'''

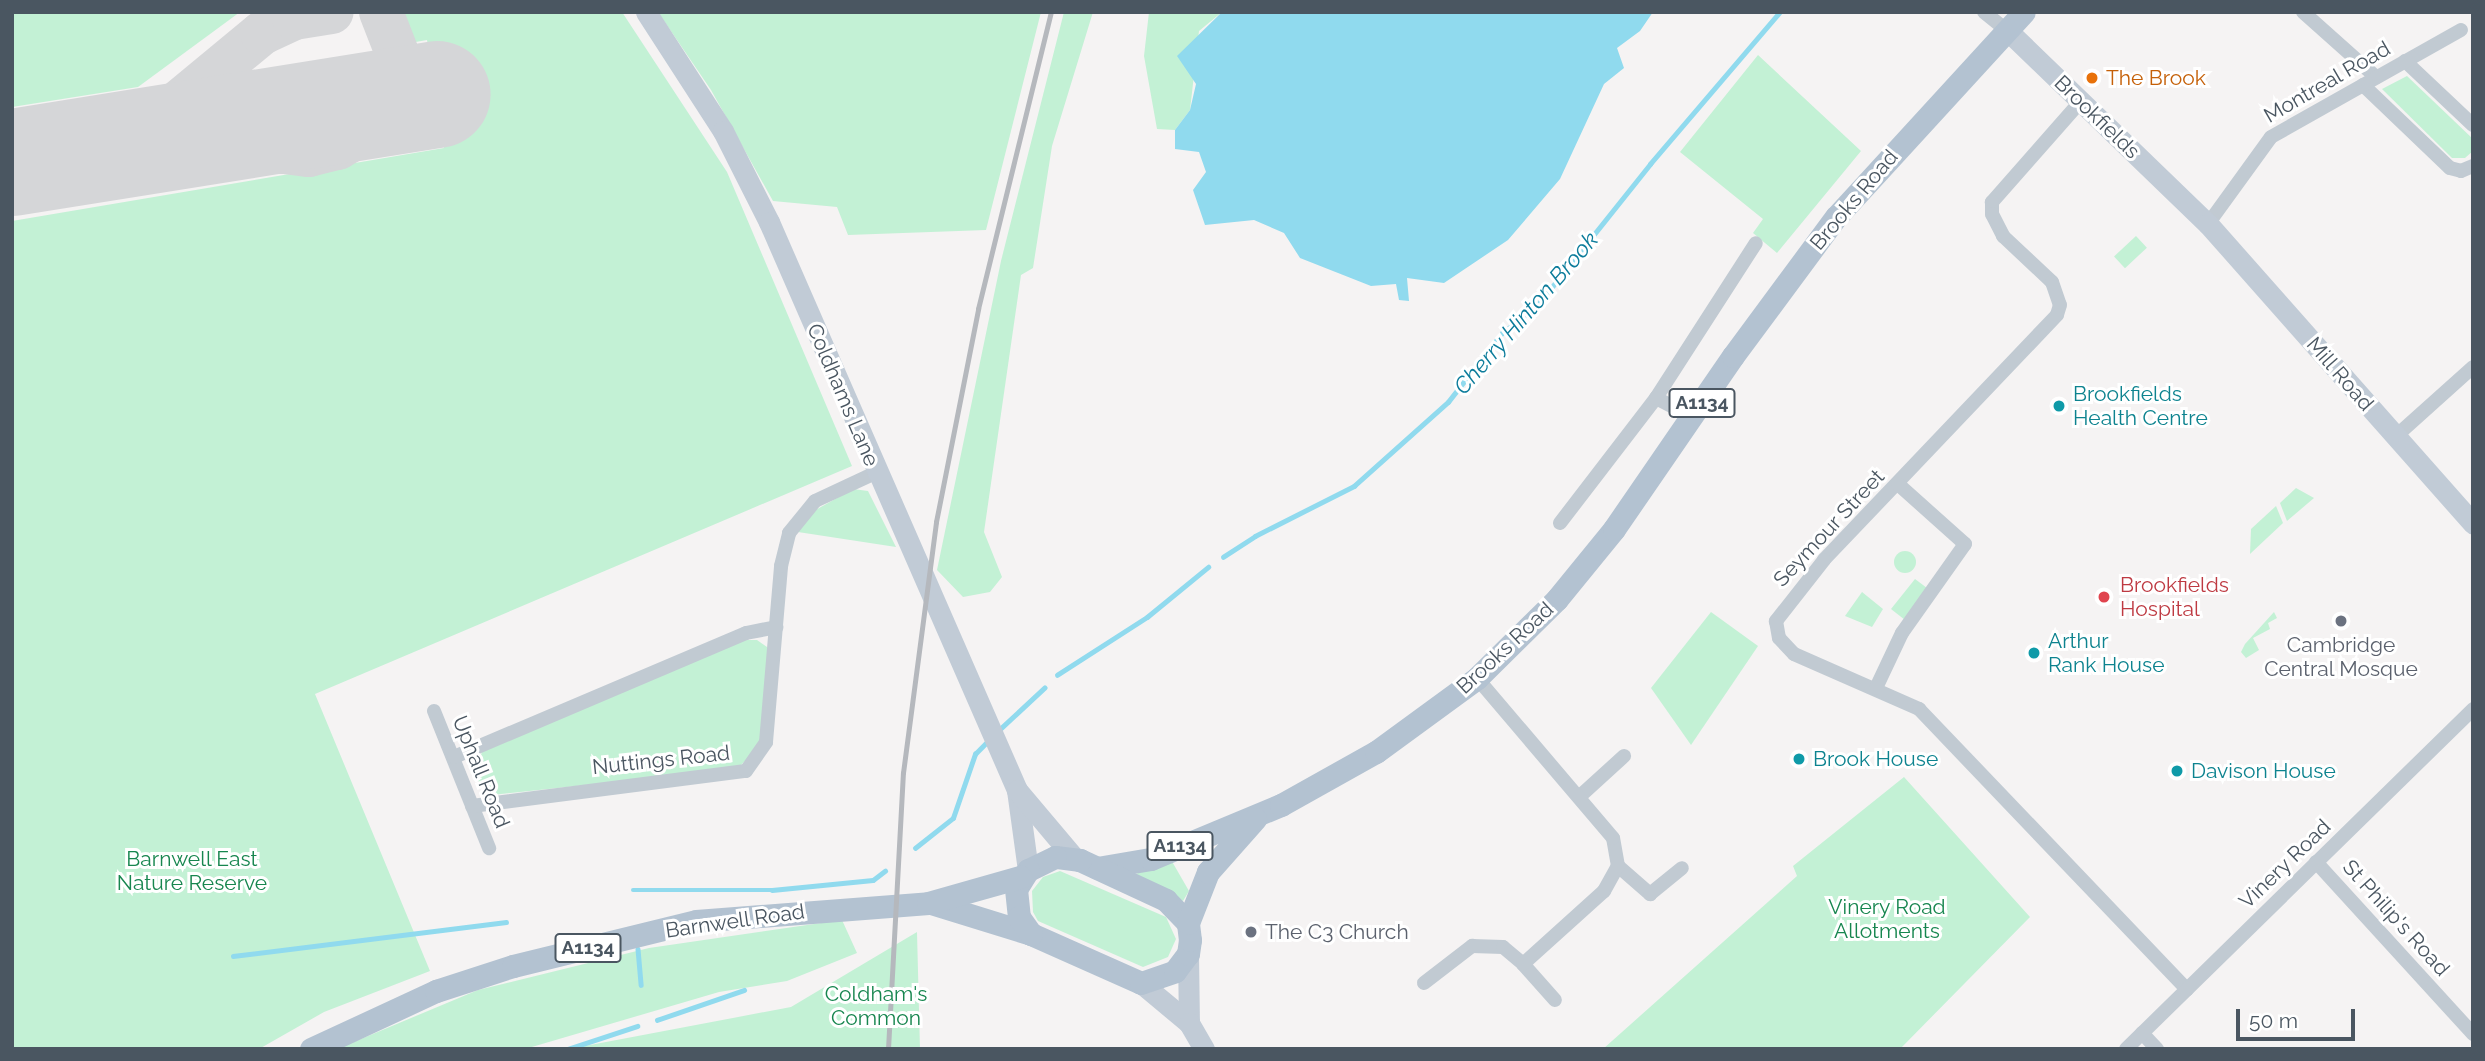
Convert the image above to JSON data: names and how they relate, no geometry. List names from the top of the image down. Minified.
{"streets":{"main road":["Brooks Road","A1134","Barnwell Road"],"street":["Montreal Road","Brookfields","Mill Road","Coldhams Lane","Seymour Street","Nuttings Road","Uphall Road","Vinery Road","St Philip's Road"]},"crossings":[["Montreal Road","Brookfields"],["Montreal Road","Mill Road"],["Brookfields","Brooks Road"],["Brookfields","Mill Road"],["Brookfields","A1134"],["Brookfields","Seymour Street"],["Brooks Road","A1134"],["Coldhams Lane","A1134"],["Coldhams Lane","Nuttings Road"],["Coldhams Lane","Barnwell Road"],["A1134","Barnwell Road"],["Seymour Street","Vinery Road"],["Nuttings Road","Uphall Road"],["Vinery Road","St Philip's Road"]],"water":["Cherry Hinton Brook"],"parks":["Barnwell East Nature Reserve","Vinery Road Allotments","Coldham's Common"],"places":["The Brook","Brookfields Health Centre","Brookfields Hospital","Cambridge Central Mosque","Arthur Rank House","Brook House","Davison House","The C3 Church"],"scale_bar":"50 m"}
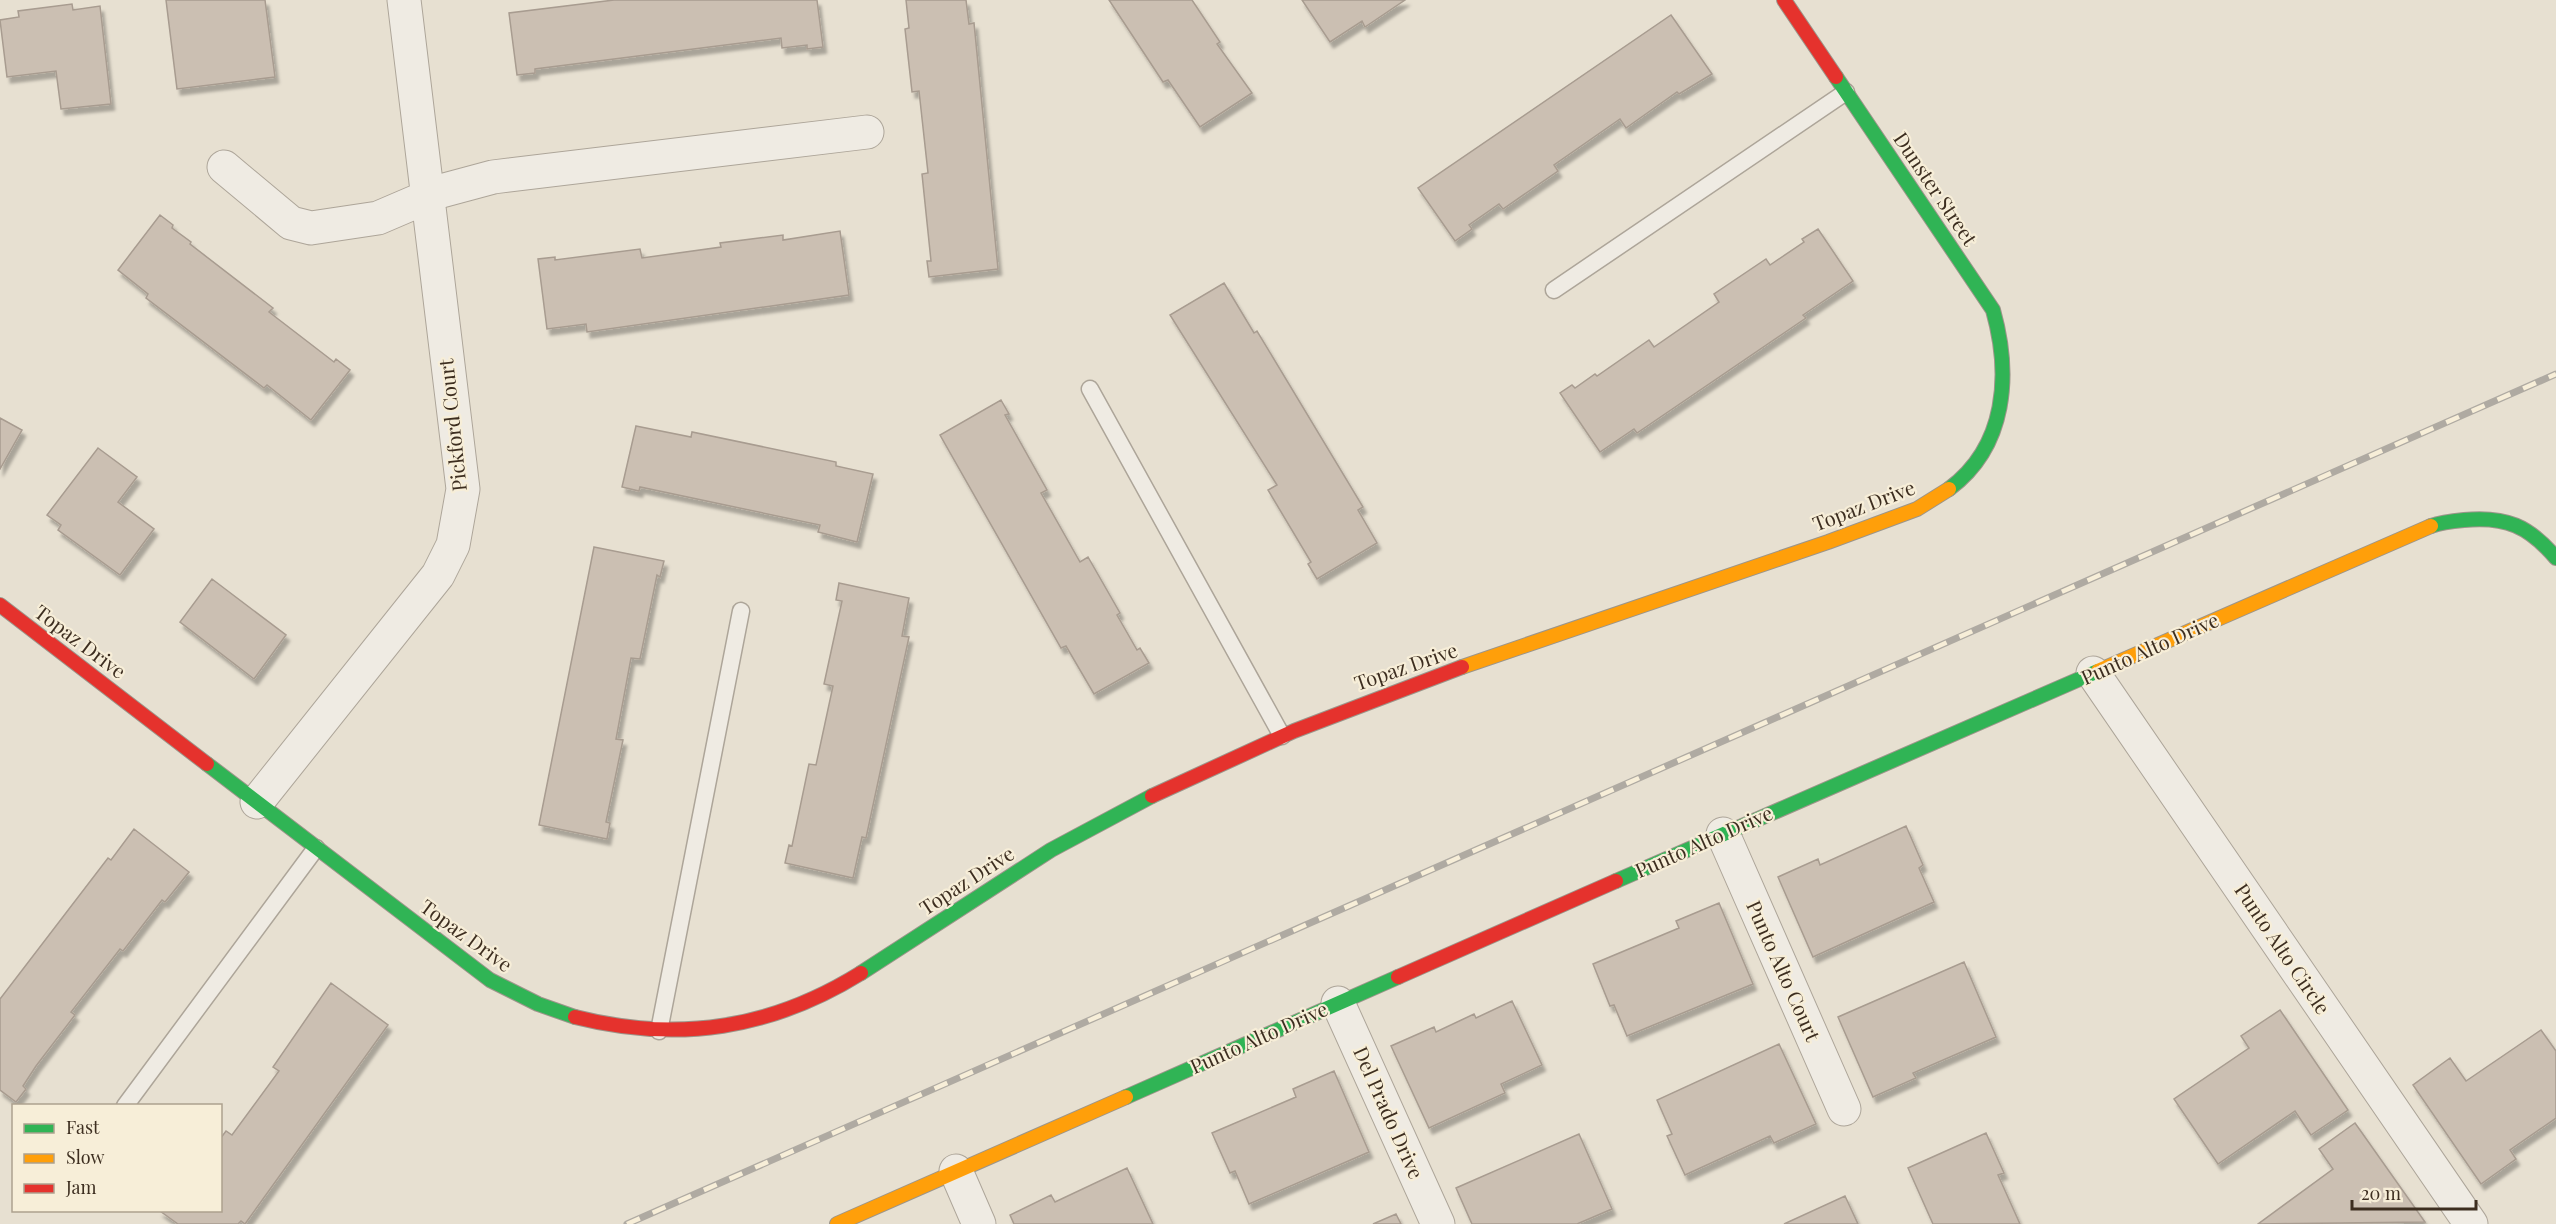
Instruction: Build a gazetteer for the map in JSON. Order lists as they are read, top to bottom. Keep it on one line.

'''

Could the data above be reproduced exactly, with the pictures left out?

Convert the image above to JSON data: names and how they relate, no geometry. List names from the top of the image down. Minified.
{"streets":{"main road":["Brooks Road","A1134","Barnwell Road"],"street":["Montreal Road","Brookfields","Mill Road","Coldhams Lane","Seymour Street","Nuttings Road","Uphall Road","Vinery Road","St Philip's Road"]},"crossings":[["Montreal Road","Brookfields"],["Montreal Road","Mill Road"],["Brookfields","Brooks Road"],["Brookfields","Mill Road"],["Brookfields","A1134"],["Brookfields","Seymour Street"],["Brooks Road","A1134"],["Coldhams Lane","A1134"],["Coldhams Lane","Nuttings Road"],["Coldhams Lane","Barnwell Road"],["A1134","Barnwell Road"],["Seymour Street","Vinery Road"],["Nuttings Road","Uphall Road"],["Vinery Road","St Philip's Road"]],"water":["Cherry Hinton Brook"],"parks":["Barnwell East Nature Reserve","Vinery Road Allotments","Coldham's Common"],"places":["The Brook","Brookfields Health Centre","Brookfields Hospital","Cambridge Central Mosque","Arthur Rank House","Brook House","Davison House","The C3 Church"],"scale_bar":"50 m"}
Instruction: Build a gazetteer for the map in JSON. Order lists as they are read, top to bottom. Keep it on one line.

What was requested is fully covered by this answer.